Find Local Events (pick a date)
Browse Boulder real estate by neighborhood, school and zip code along with other homes for sale in Colorado on







Home / Articles / Views / The Highroad /  Tilling our public treasury
. . . . . . .
Give Through iGivefirst
Thursday, October 3,2013

Tilling our public treasury

By Jim Hightower

Some aspects of American agriculture are quite odd. For example, to meet a farmer these days, there’s no need for you to venture out to the hinterland — because thousands of them actually are city slickers.

And they’re really slick, for many of them neither plant nor harvest wheat, cotton, peanuts or any crops at all.

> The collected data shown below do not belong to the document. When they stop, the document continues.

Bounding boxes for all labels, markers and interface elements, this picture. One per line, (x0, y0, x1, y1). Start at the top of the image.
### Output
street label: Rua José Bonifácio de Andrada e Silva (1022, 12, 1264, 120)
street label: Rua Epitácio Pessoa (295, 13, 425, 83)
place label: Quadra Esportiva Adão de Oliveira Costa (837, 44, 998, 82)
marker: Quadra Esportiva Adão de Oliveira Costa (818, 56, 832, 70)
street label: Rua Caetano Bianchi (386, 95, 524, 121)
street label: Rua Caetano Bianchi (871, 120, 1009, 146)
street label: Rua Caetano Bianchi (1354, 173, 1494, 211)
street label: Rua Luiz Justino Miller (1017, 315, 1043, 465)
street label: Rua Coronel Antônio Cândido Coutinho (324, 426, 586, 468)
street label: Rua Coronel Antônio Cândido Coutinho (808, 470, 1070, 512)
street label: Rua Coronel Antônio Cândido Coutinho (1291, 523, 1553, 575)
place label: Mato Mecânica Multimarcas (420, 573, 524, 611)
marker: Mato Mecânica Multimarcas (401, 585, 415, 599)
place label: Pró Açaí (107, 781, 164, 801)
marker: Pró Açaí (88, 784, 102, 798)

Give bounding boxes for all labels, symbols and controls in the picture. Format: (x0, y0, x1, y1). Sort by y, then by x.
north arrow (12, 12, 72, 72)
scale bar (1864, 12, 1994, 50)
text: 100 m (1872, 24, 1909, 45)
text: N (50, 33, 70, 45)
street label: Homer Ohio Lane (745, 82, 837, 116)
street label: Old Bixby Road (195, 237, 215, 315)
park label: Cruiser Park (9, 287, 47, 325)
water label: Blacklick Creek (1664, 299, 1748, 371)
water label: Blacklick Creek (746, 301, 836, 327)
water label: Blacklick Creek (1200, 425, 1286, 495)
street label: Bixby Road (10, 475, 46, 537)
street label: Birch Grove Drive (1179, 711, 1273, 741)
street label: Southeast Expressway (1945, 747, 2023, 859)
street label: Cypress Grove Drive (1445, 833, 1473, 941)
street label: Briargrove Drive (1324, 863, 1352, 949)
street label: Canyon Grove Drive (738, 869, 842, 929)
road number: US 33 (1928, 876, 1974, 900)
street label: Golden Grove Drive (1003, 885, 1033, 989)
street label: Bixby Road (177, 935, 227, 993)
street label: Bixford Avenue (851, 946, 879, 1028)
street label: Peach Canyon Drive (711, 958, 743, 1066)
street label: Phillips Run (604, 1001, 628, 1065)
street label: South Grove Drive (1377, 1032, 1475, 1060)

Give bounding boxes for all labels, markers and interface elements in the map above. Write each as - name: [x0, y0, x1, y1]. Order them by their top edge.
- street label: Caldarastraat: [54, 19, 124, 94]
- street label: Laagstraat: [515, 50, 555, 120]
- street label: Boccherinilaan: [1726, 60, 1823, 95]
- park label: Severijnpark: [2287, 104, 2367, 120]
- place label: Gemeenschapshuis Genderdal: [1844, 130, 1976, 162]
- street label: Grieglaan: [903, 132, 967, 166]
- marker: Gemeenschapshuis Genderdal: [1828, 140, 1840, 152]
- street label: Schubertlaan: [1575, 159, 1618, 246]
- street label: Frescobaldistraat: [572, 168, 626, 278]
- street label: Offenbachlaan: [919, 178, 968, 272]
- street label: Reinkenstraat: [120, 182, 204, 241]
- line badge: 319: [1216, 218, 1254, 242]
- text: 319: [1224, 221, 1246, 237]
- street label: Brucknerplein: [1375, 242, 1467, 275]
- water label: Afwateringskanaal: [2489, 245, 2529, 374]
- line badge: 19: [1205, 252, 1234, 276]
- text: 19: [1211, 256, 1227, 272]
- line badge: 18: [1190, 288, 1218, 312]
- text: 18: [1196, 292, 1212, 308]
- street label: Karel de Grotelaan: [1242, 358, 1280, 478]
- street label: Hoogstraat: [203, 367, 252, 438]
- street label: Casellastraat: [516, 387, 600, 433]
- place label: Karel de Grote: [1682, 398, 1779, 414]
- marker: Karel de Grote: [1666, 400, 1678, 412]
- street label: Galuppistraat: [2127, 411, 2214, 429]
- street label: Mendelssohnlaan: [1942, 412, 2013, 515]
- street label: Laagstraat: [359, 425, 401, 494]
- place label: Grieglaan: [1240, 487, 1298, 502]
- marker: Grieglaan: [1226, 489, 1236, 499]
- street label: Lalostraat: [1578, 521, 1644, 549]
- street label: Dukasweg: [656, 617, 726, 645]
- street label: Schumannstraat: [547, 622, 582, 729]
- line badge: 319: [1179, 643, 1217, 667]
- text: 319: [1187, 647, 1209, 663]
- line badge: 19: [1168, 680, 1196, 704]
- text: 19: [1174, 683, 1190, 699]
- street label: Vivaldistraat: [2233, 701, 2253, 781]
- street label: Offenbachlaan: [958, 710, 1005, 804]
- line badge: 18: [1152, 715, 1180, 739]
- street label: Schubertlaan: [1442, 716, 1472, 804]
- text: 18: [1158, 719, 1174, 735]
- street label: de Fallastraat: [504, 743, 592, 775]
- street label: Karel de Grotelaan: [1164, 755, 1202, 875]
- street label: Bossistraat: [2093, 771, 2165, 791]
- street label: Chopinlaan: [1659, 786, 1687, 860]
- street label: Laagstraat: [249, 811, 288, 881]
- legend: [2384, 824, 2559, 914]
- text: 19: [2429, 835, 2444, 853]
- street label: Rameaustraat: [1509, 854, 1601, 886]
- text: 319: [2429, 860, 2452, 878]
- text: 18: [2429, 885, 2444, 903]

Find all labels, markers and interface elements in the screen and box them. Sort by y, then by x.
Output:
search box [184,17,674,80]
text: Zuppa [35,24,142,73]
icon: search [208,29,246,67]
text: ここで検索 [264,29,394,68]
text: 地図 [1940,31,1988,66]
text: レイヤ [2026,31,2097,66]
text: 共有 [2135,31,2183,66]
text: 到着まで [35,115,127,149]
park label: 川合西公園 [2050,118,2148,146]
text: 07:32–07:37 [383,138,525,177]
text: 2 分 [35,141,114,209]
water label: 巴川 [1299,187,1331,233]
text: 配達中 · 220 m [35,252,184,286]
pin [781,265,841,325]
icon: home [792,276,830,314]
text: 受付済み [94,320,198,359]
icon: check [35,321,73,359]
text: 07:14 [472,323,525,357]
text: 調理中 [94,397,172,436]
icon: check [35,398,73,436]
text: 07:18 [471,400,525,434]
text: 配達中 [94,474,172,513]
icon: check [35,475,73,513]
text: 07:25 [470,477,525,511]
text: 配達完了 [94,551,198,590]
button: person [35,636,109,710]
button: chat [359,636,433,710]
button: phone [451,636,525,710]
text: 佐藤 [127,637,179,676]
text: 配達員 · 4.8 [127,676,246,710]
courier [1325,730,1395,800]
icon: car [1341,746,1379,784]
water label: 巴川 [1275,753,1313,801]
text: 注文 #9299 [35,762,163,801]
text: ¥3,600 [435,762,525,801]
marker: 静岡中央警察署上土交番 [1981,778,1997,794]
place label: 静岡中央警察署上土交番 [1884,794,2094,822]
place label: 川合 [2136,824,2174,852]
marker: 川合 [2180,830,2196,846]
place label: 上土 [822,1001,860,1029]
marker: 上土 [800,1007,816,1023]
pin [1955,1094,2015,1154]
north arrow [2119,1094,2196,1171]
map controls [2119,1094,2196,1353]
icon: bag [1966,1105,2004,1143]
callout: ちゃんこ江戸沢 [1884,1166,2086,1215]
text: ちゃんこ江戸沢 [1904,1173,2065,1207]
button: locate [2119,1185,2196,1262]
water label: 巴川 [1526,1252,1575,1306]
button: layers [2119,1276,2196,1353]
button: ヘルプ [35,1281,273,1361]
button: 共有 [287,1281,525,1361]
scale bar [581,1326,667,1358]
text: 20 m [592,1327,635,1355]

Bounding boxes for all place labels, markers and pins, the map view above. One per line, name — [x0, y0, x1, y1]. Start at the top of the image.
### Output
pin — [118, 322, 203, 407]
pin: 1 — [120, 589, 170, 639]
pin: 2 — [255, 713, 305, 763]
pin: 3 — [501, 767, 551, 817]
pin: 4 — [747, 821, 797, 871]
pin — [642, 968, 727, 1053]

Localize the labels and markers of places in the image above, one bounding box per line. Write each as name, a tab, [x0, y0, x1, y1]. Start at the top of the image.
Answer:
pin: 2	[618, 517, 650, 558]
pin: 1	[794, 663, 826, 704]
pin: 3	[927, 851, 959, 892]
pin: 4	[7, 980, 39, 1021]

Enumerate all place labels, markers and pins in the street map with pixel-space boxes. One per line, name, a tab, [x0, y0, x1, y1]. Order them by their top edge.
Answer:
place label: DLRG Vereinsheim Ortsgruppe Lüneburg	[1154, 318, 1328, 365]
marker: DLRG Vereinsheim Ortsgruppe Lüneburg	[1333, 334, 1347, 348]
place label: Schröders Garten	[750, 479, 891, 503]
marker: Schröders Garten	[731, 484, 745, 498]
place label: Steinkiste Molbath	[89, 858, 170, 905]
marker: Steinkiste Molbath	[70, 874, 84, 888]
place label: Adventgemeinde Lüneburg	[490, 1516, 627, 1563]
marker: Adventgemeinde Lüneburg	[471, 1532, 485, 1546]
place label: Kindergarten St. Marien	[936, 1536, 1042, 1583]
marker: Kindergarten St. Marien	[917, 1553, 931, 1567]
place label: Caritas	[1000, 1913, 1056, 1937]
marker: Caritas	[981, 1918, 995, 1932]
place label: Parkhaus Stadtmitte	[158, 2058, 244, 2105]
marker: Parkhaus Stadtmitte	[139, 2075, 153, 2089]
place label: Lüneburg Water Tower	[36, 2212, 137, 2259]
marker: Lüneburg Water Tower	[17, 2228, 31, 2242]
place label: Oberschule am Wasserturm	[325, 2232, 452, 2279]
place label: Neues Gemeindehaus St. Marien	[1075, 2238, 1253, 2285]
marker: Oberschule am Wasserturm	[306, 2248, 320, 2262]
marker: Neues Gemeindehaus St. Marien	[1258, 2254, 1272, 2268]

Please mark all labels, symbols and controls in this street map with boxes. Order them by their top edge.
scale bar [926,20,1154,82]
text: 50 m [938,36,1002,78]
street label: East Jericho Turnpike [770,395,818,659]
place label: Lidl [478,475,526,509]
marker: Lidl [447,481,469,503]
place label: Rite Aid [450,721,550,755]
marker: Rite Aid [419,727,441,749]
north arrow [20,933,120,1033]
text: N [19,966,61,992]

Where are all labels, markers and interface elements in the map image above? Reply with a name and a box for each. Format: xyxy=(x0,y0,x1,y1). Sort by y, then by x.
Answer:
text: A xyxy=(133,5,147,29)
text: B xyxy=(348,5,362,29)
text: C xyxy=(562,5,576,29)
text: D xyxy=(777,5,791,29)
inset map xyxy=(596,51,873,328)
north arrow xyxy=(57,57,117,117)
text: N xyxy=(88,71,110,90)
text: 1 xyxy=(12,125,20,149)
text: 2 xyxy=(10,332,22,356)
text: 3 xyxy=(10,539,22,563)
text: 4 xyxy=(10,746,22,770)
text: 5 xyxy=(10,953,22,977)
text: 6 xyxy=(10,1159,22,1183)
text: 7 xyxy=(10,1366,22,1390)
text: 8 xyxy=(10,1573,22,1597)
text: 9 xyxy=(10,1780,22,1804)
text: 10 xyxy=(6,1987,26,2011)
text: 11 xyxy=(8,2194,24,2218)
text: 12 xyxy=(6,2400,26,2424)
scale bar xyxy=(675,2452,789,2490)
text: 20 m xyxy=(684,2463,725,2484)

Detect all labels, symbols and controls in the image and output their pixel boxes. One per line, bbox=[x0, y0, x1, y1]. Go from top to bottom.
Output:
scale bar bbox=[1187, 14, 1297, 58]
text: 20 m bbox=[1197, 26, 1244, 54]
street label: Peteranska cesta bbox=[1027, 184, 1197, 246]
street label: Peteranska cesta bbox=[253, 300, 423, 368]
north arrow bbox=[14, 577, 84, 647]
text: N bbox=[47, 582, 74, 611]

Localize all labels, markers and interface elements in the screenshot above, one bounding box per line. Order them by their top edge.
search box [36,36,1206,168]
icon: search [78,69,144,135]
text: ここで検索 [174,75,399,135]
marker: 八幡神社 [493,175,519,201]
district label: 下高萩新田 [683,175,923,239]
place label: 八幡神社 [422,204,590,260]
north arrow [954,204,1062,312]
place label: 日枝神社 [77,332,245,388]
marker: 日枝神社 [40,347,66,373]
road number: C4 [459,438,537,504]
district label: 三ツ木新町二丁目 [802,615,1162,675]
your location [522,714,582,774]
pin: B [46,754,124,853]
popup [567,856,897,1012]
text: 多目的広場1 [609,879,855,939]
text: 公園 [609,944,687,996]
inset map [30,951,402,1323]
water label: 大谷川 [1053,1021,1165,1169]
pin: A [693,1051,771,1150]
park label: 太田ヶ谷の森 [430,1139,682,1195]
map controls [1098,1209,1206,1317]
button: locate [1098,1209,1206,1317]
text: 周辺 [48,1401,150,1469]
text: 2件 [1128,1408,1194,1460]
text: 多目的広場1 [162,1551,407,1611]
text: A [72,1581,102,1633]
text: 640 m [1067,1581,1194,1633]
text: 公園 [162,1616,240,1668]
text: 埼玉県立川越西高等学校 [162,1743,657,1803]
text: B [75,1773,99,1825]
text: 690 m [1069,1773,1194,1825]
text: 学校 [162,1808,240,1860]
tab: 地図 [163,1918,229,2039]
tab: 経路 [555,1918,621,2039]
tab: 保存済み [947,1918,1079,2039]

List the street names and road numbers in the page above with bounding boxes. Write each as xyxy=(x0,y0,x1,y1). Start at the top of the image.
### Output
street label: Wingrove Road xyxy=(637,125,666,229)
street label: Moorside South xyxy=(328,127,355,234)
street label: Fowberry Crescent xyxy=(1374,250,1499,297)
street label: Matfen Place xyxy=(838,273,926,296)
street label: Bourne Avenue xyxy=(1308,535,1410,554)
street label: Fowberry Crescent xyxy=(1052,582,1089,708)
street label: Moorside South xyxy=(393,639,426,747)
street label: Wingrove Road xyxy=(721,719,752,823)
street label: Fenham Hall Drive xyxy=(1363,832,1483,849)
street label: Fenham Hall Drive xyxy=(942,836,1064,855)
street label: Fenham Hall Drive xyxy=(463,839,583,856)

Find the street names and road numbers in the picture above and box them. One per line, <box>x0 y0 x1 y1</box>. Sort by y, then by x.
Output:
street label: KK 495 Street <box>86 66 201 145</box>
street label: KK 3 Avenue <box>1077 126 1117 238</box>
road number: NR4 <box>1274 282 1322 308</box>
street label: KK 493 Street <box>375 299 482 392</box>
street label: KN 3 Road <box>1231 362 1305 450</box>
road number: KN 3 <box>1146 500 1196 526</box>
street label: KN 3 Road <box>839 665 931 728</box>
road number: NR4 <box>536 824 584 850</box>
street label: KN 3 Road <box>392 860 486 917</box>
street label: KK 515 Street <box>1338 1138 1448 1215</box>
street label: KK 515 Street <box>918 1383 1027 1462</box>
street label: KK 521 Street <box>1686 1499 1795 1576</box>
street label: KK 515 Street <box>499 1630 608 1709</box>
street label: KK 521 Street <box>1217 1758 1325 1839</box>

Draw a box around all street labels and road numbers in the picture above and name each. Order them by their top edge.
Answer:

Rather, relaxing in their often-luxurious urban nests, they farm the federal farm bill, harvesting millions of dollars each year from taxpayers. A new report from the Environmental Working Group reveals that more than 18,000 people living in America’s 54 largest cities pocketed about $24 million last year from the ag department’s direct payment program.

New York City, for example, has 152 of these “farmers,” San Francisco has 116, Chicago 393, Denver 821, Tampa 100, Tucson 328 and Houston 1,405. That’s because the program makes payments not only to real farmers, but also to people who merely hold an ownership interest in farmland, whether or not any crops are raised on it and even if the city-dwelling recipient has never visited the place.

Ironically, this cockamamie payment scheme was put into the 1996 farm bill as a transition measure to wean farmers off subsidies. But it’s been renewed twice, and it looks like our gridlocked Congress is about to do it again, even though it pays zero to the majority of America’s farm families. Indeed, the bulk of the $5 billion paid out annually goes to the biggest spreads, including multimillion-dollar corporate operations.

Even if Congress critters finally muster the political gumption to stop this absurdity, they intend to replace it with a more bizarre crop-insurance scam that’s a guaranteed income program for multimillionaires, allowing them to keep tilling our public treasury.

For more information go to


This opinion column does not necessarily reflect the views of Boulder Weekly.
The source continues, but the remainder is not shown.